July 3, 2026 · 2 min read

    An Underwater Theatre in Bali: The Making of Varuna

    Inside Varuna (2023) at Bali Safari & Marine Park, Gianyar — Indonesia's first underwater theatrical show and dining experience, staged against a 6×12-metre aquarium wall, with set design by Patrick Larsen, Studio Bound.

    Varuna venue at Bali Safari & Marine Park — bamboo-arched entrance and dining terraces around the aquarium theatre.
    Varuna (2023), Bali Safari & Marine Park, Gianyar — Indonesia's first underwater theatrical show and dining experience. Set design by Patrick Larsen, Studio Bound.

    Varuna opened in December 2023 at Bali Safari & Marine Park in Gianyar. It was billed as Indonesia's first underwater theatrical show and dining experience. I did the set design. The backdrop is a giant living aquarium, which I'd never designed against before.

    A wall of water as a backdrop

    The defining piece is a roughly 6-by-12-metre aquarium glass wall behind the stage — real water, real fish. Designing around a tank like that is its own thing. The set has to frame and complement it, survive the humidity, hold sightlines around a water feature, work cleanly with projection and lighting, and still build a believable undersea world for performers to live in front of.

    Jellyfish chandeliers and a luminous aquarium wall behind dancers, with a performer riding a seahorse-puppet on stage.
    The show is staged against a roughly 6×12-metre aquarium glass wall — real water and marine life behind the action — knitted together with projection, jellyfish chandeliers and physical set. Set design by Patrick Larsen, Studio Bound.

    A myth and a message

    Peter Wilson directs. The story follows a young ocean guardian protecting the marine world — Balinese myth and conservation in one. The design has to carry meaning, not just spectacle. The undersea world has to feel like it's worth saving.

    Towering crimson sea-serpent puppet with glowing yellow eyes looming over a lone warrior on stage.
    Varuna follows a young ocean guardian protecting the marine world from a monstrous threat — Balinese myth and conservation woven into a single dramatic image. Set design by Patrick Larsen, Studio Bound.

    Balinese craft, modern stagecraft

    Varuna is a fusion piece. Over thirty dancers and musicians share the space with mermaid performers, traditional Balinese wayang kulit (shadow puppetry) and large-scale projection mapping. Balinese master Made Sidia was a creative collaborator, alongside designer Craig Gamble, lighting designer Tom Willis and composer Elwin Hendrijanto. My set had to hold all of it — elastic enough for an intimate shadow-play and a high aerial sequence on the same stage.

    Balinese dancers in headdresses perform under a giant moon, flanked by sculpted stilt houses.
    More than thirty dancers and musicians share the space with mermaid performers and Balinese wayang kulit — traditional craft and modern stagecraft on the same stage.
    Creature puppets — a giant painted crab, a turtle and a seahorse on a Segway base — built for Varuna at Bali Safari & Marine Park.
    Hand-built creature puppets — crab, turtle and seahorse — extend the undersea world out from the tank and into the audience.
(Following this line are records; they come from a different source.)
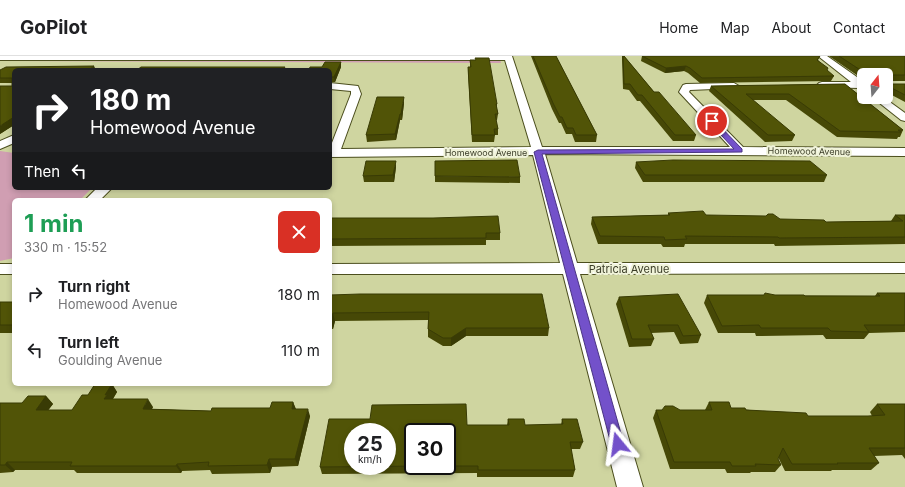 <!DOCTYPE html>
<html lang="en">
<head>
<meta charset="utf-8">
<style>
	:root { --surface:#fff; --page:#f6f6f6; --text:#202124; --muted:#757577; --line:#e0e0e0 }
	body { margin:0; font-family:Inter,sans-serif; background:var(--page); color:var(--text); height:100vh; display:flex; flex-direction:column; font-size:15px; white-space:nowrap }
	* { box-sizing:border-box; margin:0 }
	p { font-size:13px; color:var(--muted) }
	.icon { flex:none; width:22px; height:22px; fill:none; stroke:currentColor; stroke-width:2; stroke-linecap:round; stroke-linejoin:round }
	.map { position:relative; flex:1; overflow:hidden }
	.side { position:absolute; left:12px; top:142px; width:320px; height:188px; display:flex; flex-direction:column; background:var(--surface); border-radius:6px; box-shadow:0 2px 6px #0003 }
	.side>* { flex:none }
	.banner { position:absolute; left:12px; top:12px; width:320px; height:122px; border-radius:6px; box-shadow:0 2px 6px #0003; background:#202124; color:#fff; overflow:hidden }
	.needle { width:26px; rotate:17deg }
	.controls { position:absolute; left:857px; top:12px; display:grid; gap:8px }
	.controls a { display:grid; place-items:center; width:36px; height:36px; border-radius:6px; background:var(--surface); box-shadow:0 2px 6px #0003; font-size:20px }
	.speed { position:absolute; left:344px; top:367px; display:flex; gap:8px; font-size:20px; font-weight:700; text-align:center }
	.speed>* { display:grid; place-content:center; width:52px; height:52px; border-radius:50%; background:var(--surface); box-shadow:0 2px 6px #0003; line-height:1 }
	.speed small { font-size:10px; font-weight:400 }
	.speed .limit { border:2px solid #111; border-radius:6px; background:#fff; color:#111 }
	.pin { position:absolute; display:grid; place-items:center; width:34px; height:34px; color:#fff; margin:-17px; border:2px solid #fff; border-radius:50%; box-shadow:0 1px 4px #0007 }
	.me { position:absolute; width:44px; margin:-22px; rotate:344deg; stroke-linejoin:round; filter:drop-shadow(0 0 3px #0008) }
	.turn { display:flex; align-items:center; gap:14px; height:84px; padding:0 12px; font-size:18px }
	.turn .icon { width:52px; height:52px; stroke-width:2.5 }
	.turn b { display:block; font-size:28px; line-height:34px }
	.then { display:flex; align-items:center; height:38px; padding:0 12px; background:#0003; gap:8px; font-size:15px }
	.round { display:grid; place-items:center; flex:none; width:42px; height:42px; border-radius:6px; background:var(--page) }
	.summary { display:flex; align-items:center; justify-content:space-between; height:68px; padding:0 12px }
	h1 { font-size:24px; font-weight:700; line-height:30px; color:#1e9e55 }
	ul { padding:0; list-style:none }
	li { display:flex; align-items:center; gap:12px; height:56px; padding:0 12px }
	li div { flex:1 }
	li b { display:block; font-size:15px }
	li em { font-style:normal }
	header { display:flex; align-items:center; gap:24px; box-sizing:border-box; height:56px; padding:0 20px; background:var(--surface); border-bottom:1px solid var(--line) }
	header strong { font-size:19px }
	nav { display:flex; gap:22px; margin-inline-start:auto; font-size:14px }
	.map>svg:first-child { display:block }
</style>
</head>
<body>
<header>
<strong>GoPilot</strong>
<nav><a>Home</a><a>Map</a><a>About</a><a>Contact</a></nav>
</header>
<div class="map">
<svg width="905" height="431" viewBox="0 0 905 431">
	<rect width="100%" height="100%" fill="#cfd5a0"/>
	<!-- green -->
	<path fill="#d09eb2" d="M0,0H499L501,7L0,5Z
		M0,95L14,97V132H92L80,144H14V202L0,205Z"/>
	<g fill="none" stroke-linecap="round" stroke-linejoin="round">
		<defs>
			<path id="minor" d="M0,0H512L542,91H730L679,36L683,29L686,28L734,27L739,30L737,32L690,34L689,36L743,91L905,92V100L545,98L577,207H905V217L580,218L643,431H617L563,218H330V208L560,207L533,99L330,101V92L351,38V35L330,33V27L358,30L361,38L341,93L531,91L505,4H0Z
				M818,0H827L864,26V34L859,32L819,31L817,29L819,27L822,26H851Z
				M872,41H883L905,57V65L901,64Z
				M14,79V87L0,93V85Z
				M97,132H112L100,144H85Z
				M0,208H14V218H0Z"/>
		</defs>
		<!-- minor casing -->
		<use href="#minor" stroke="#4b4e1d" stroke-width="2"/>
		<!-- minor -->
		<use href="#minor" fill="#fff" fill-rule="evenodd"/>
	</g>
	<!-- wall -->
	<path fill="#464806" d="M531,0H556L597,79L596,86H575L572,78H566L561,67H559L552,53Z
		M622,0H624L654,36L696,79L694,85H673L640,45H637L629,34L623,33L622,4Z
		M642,0H820L818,4L827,15L834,20L831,25L700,27L688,17L684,15L665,17L641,5Z
		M829,0H905V25H888V27L889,28H905V46L886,36V19H864V24Z
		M470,4L497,48V53L498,58L497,64H496L498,73V79H495L494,86H472L468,16V11H470Z
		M341,6V11L335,26H330V14L322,11Z
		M0,14H14V69L0,78L12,30V27H0Z
		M845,28L903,74L900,81H898L897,83L837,81L786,44H752L795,79L792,85L765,86L709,35L711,30Z
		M404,47L402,64H400L396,84L367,86L366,79Z
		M636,106L827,119L824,126H643L635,112Z
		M396,111L394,126H364L363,120Z
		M435,120L520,121V127L435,126Z
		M668,157L826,166L891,165L895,159H905V188L775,190L774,188H685L684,191H663L661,188H598L591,168L592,161L668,159Z
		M330,162L500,177V184H486V189L330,190Z
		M877,237H905V276L869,277L864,283H826L823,279L756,280L755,277H718L704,247L707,239L875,240Z
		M330,239L549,272L548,280H466L451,290H443L428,281V264L335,265L333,273H330Z
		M619,241L701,279L698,287L680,288L674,276L651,277L654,283L651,290L629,291L616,248Z
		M14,244V277H0V246H12Z
		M112,328L117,336L113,343L153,351L152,353L211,355L270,352L293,346L296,353L310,360L298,410L272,411L270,417L212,418L210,414L182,415L181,417H77L74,414H15L13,416L0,417V347H22L46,340L53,348L48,354H72L88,339Z
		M709,346L731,352L808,360H872L870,356L877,348H905V403L902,399L874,400L879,407L871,414H832L831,415H785L778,401V403L781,409L775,416H751L750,417H727L725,413H670L653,362L656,354H705Z
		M508,363L525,369H561L562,363L583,386L580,393H571L575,414L573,421H477V417L322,418L320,411L467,369H507Z"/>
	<!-- shaded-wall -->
	<path fill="#393b05" d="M341,6V11L335,26L334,21Z
		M94,10L96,14H88Z
		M686,10L684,15L665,17L666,12Z
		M404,41V47L402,64L401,58Z
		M400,58V64L396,84L395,78Z
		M14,61V69L0,78V70Z
		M396,105V111L394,126L393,119Z
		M333,257L335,265L333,273L331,265Z
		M466,272V280L451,290V282Z
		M112,328L117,336L112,344L104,343L105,339Z
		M46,340L53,348L43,361L36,354Z
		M148,343L153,351L148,360L143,353Z
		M293,346L296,354L292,353Z
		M308,353L310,360L298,410L295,403Z
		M269,403L272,411L270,417L267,409Z
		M7,406L15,414L13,416L5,409Z
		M177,408L182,415L181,417L176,410Z"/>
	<!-- building -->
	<path fill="#515407" stroke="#393b05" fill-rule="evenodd" d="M533,0H556L597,79H576L573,72H567L562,61H560L553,47Z
		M623,0H624L654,36H659L696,79H675L642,39H638L630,28H624Z
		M642,0H820L817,4L828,12L827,14L834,20L702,22L690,12L686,10L666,12Z
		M839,0H905V19H889L888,27L889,28H905V39L886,29V19H868Z
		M475,2H489L497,48H496L498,58H495L498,73H494L495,79H472L468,11H471L470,4H476Z
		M325,6H341L334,21H330V14H309L310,11H322Z
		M94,10L88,14H14V61L0,70V30H12V22H0V14L6,11Z
		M141,11H285L283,14H137Z
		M845,28L903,74H898L901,76L840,75L789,38H746L795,79H768L711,30Z
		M377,41H404L401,58H400L395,78L366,79Z
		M517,104L520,121L435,120V105Z
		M673,104L810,105L827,119H645L636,106Z
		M366,105H396L393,119L363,120Z
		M703,155L706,159L766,160L768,158H773L780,163L824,164L826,166L903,165L895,159H905V181L779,182L778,181L685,180L687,183L665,184L664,181L600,180L592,161L670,159L668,157Z
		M498,160L500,177H486V182L330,183V162H433Z
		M765,237L775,239H804L805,240H880L877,237H905V269H864L869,276L831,275L828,272H761L759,269L722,270L707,239H764Z
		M360,238H542L549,272H466L451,282H443L428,273L429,256L333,257L331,265H330V239Z
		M678,238L701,279L683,280L678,269H648L654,283H632L619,241Z
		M14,244V269H0V246H12Z
		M95,328H112L105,339L108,338L104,343H148L143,353L211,355L212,352H270L272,346H293L292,353H308L295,403H269L267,409L208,410L209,406L177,408L176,410H70L72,406H7L5,409H0V347H22L28,340H46L36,354H72L82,339H88Z
		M709,346H729L731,352H745L746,354L806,357L808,360H868L885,359L877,348H905V392H869L879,407H837L838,408H792L783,392L778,403L781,409L755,408L756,410H732L730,406H674L656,354H662L665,350H673L680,354H712Z
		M466,348L467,369H509L508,363H524L525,369L563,368L562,363H577L583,386H570L575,414H478V410H447V376H413V410H422L320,411L329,363H370L372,349ZM353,376H387V410H353Z"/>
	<!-- route -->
	<path fill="#7351ca" stroke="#4b3583" d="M710,64H714L742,93V96L542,98L624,388L622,392L618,393L613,392L611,388L534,96L538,94L734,93L710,67Z"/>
	<g text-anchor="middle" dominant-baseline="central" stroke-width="4" stroke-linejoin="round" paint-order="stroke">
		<!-- far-street labels -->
		<g font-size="9" fill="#3b3d28" stroke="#f0f3d9">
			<text transform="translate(809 95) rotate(1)">Homewood Avenue</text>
			<text x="486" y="96">Homewood Avenue</text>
		</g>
		<!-- street labels -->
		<g font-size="11" fill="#3b3d28" stroke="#f0f3d9">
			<text x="629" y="213">Patricia Avenue</text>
		</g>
	</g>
</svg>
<div class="controls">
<a><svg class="needle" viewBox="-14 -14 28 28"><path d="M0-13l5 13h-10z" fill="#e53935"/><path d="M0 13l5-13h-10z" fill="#757577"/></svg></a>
</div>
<div class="speed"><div>25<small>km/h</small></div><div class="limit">30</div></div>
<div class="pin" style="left:712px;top:65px;background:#d93025"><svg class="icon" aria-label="arrive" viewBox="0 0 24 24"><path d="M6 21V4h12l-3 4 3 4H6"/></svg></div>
<svg class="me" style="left:618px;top:388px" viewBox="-20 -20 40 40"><path d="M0-17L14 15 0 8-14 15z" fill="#7351ca" stroke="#fff" stroke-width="4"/></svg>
<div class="banner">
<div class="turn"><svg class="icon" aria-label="right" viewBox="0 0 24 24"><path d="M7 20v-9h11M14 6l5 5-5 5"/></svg><div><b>180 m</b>Homewood Avenue</div></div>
<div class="then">Then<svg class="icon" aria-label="left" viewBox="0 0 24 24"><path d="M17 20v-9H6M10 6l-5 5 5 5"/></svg></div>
</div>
<section class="side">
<div class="summary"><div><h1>1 min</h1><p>330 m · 15:52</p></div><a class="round" style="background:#d93025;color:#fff"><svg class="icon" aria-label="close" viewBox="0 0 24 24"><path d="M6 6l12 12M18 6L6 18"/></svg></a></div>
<ul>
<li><svg class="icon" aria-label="right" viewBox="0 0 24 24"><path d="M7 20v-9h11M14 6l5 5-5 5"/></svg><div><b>Turn right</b><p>Homewood Avenue</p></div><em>180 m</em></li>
<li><svg class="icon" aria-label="left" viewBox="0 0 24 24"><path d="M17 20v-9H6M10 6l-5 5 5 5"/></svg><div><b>Turn left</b><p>Goulding Avenue</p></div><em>110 m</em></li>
</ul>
</section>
</div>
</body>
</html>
Studio Bound, Varuna, Bali Safari & Marine Park.

    A theatre and a restaurant

    You don't just watch Varuna. You eat inside it. The venue had to work as a restaurant and a theatre at once, with sightlines to both the stage and the tank from every seat. That dual brief shaped the geometry of the whole room.

    Bamboo-arched Varuna entrance at Bali Safari & Marine Park, with venue and dining terraces alongside the aquarium theatre.
    Varuna is staged as a combined theatrical show and dining experience — the venue is designed so every seat reads both stage and tank. Bali Safari & Marine Park, Gianyar.

    Why it's in the portfolio

    Varuna is one of the more unusual jobs I've done. The same year I was working in a stadium I was building a small underwater theatre in Bali. The work isn't about a signature look — it's about solving the room you're given.